EXERCISE INPUTS
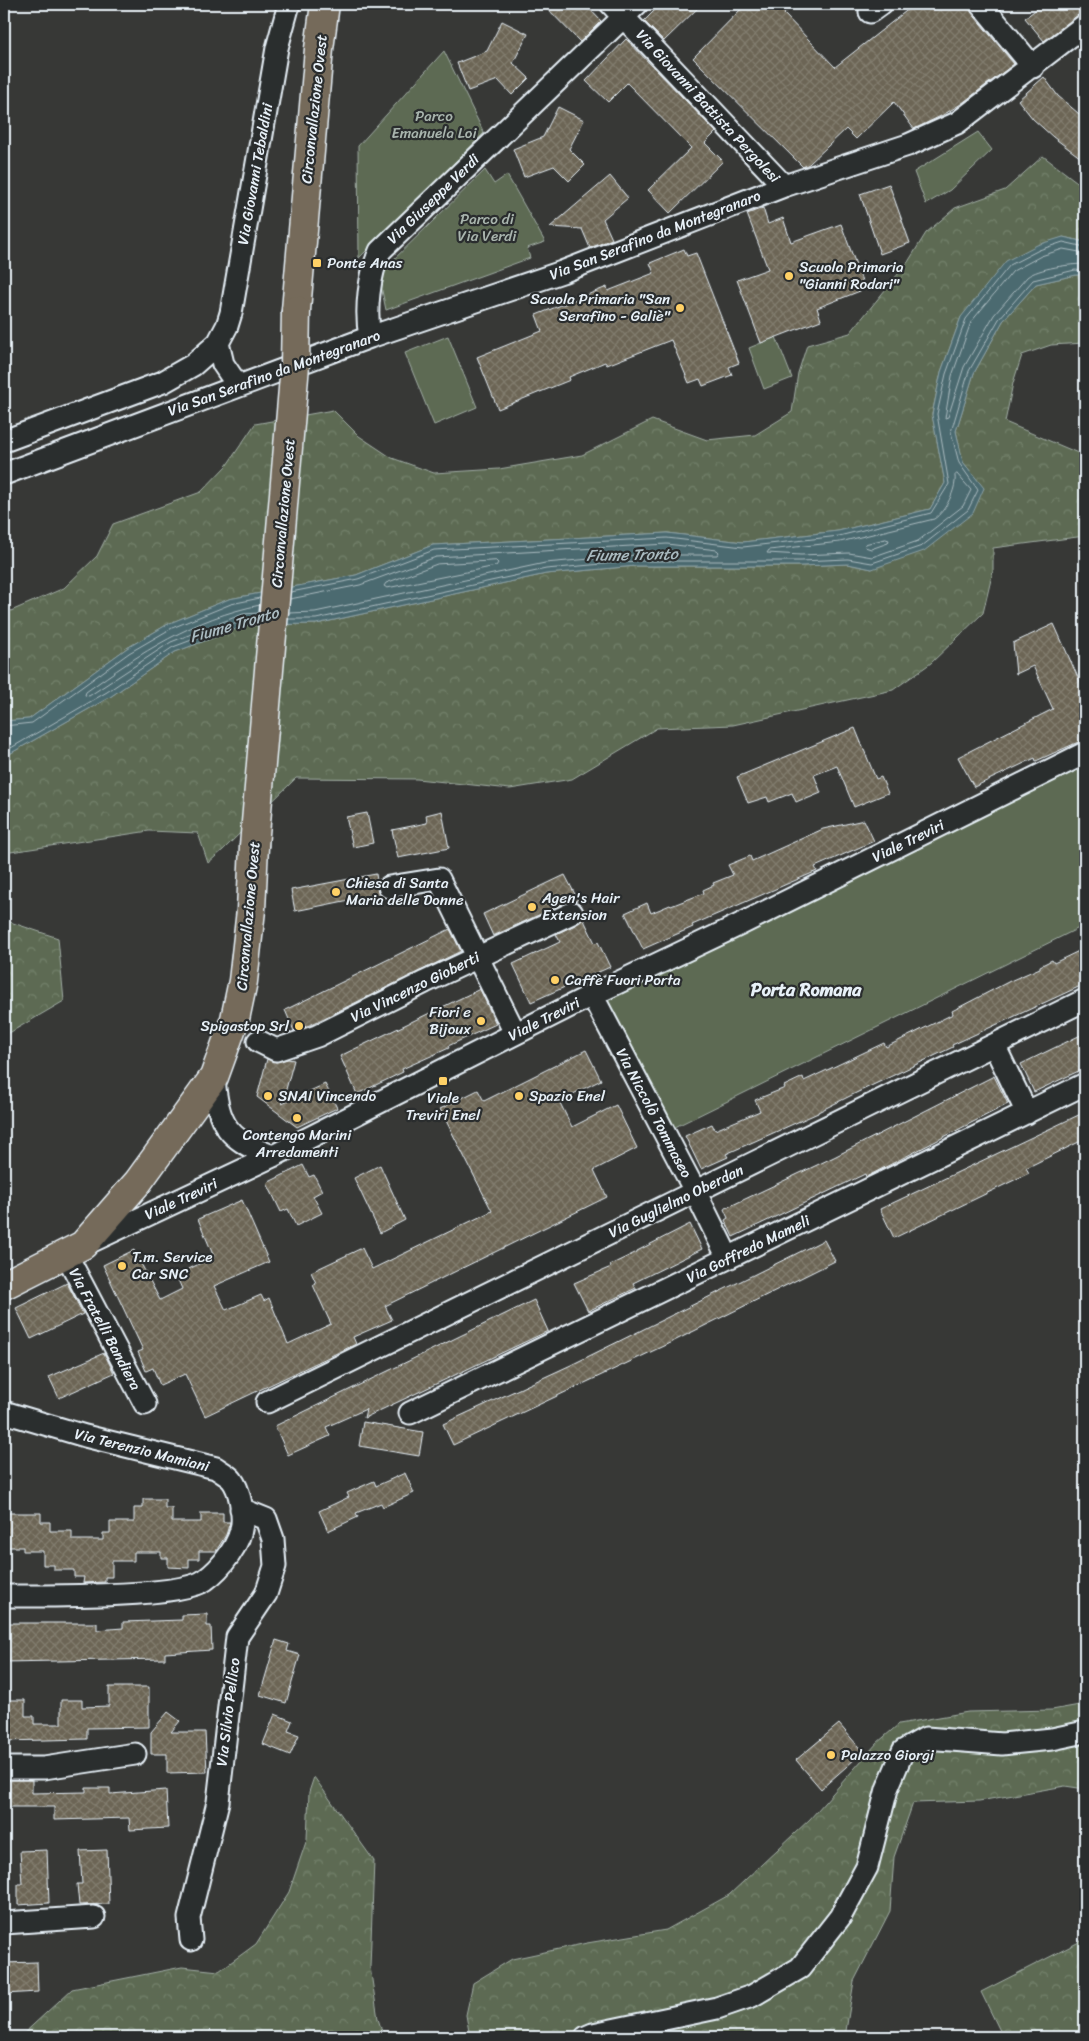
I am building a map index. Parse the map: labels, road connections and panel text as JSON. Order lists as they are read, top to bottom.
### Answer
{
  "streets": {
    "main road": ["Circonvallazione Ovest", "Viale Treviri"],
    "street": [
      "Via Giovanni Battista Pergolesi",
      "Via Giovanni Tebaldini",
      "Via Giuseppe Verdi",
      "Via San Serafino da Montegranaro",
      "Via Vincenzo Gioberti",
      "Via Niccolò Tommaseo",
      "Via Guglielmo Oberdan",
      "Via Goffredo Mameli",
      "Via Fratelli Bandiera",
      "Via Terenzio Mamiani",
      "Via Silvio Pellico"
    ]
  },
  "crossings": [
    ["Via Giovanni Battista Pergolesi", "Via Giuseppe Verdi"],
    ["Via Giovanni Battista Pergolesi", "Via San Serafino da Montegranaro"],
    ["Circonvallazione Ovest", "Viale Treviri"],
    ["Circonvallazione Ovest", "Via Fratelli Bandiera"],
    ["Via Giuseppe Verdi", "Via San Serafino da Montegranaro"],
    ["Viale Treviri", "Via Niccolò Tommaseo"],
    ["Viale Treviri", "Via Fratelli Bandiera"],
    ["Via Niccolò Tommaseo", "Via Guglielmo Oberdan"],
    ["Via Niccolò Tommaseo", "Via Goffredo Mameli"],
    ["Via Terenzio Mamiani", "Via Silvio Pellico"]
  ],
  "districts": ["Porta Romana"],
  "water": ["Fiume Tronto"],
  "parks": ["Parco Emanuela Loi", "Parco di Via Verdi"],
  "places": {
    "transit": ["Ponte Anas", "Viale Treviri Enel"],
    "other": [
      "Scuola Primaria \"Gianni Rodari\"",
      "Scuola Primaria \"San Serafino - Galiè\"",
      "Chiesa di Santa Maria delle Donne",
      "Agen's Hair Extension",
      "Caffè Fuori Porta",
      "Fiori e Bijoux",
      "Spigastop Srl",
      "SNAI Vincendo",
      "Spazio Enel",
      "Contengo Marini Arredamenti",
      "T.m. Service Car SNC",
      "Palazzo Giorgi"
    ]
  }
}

---

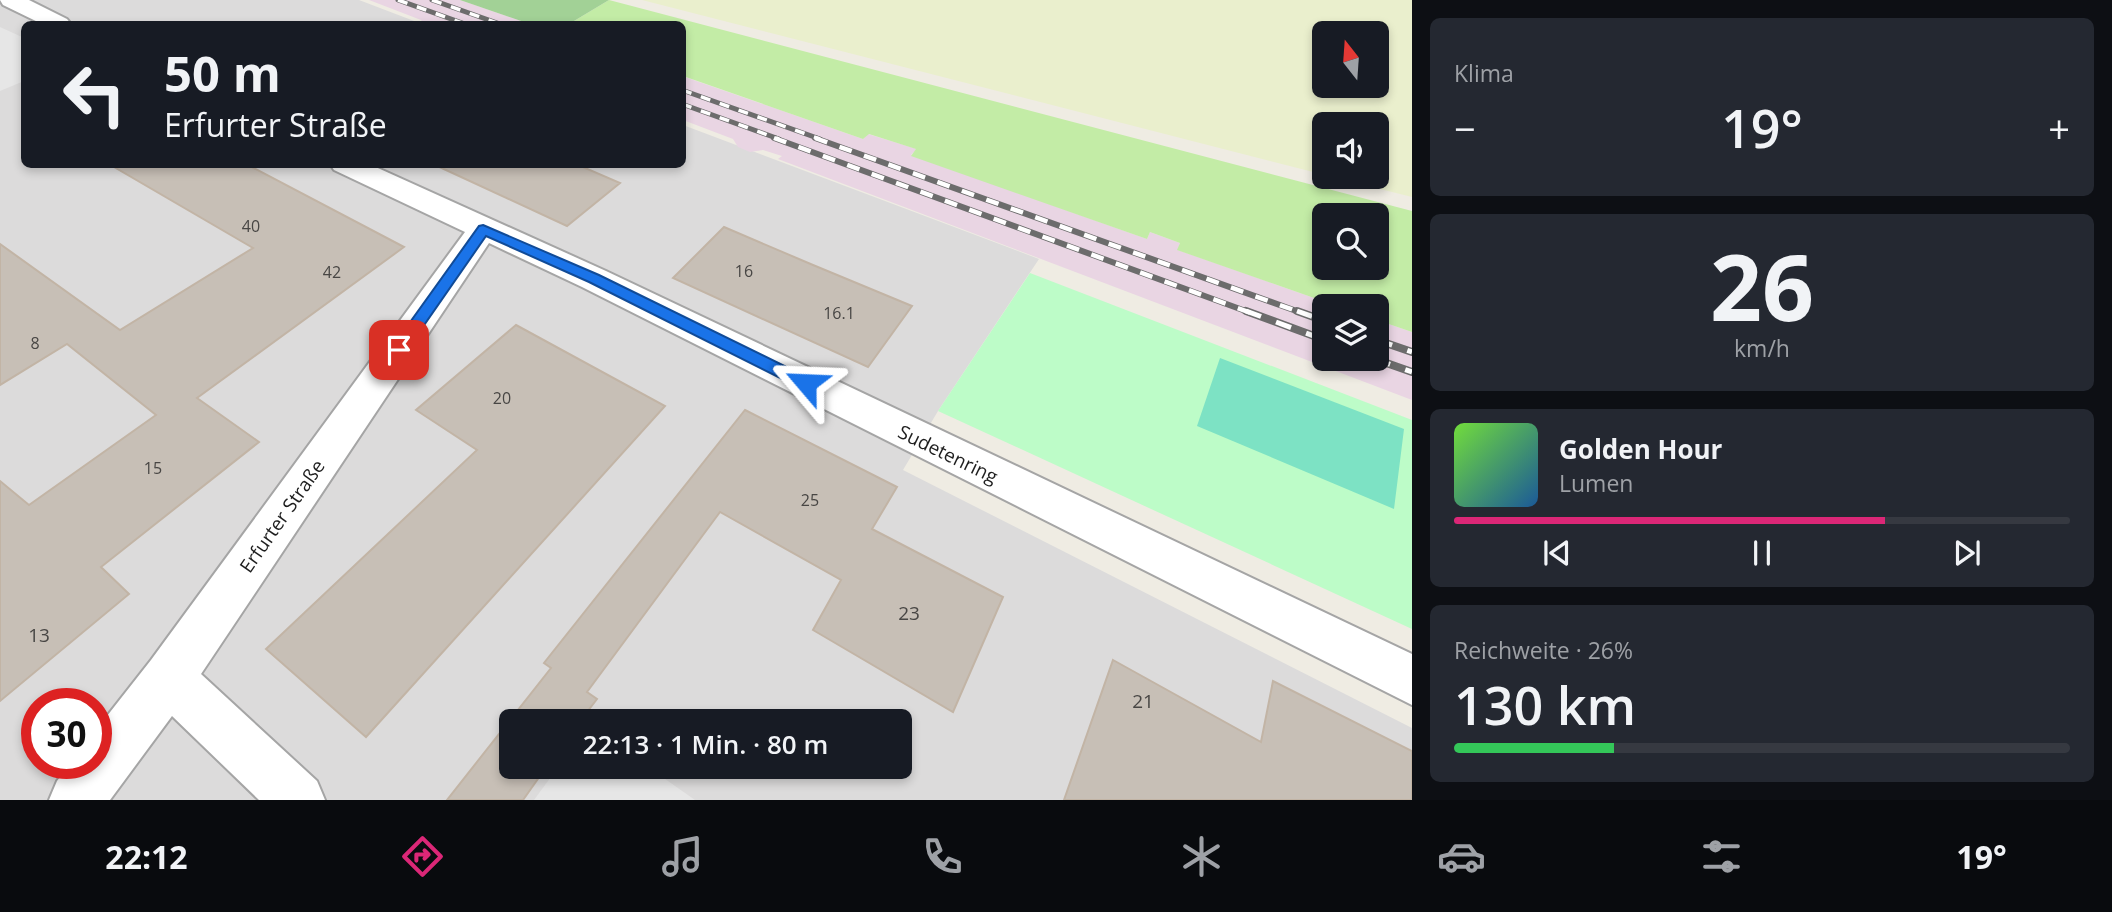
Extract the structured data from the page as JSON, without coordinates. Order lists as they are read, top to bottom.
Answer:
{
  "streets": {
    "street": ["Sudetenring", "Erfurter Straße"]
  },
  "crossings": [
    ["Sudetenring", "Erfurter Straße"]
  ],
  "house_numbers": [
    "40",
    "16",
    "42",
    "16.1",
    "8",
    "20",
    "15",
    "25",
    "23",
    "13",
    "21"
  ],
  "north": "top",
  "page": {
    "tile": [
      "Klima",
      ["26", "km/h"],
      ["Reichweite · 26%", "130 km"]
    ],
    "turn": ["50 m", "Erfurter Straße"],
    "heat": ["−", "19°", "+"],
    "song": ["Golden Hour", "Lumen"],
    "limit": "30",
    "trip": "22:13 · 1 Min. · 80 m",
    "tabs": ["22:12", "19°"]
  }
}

WORK INSTRUCTION
Every line of the entries above that holds "read" should be copied out.

RESPONSE
I am building a map index. Parse the map: labels, road connections and panel text as JSON. Order lists as they are read, top to bottom.
Extract the structured data from the page as JSON, without coordinates. Order lists as they are read, top to bottom.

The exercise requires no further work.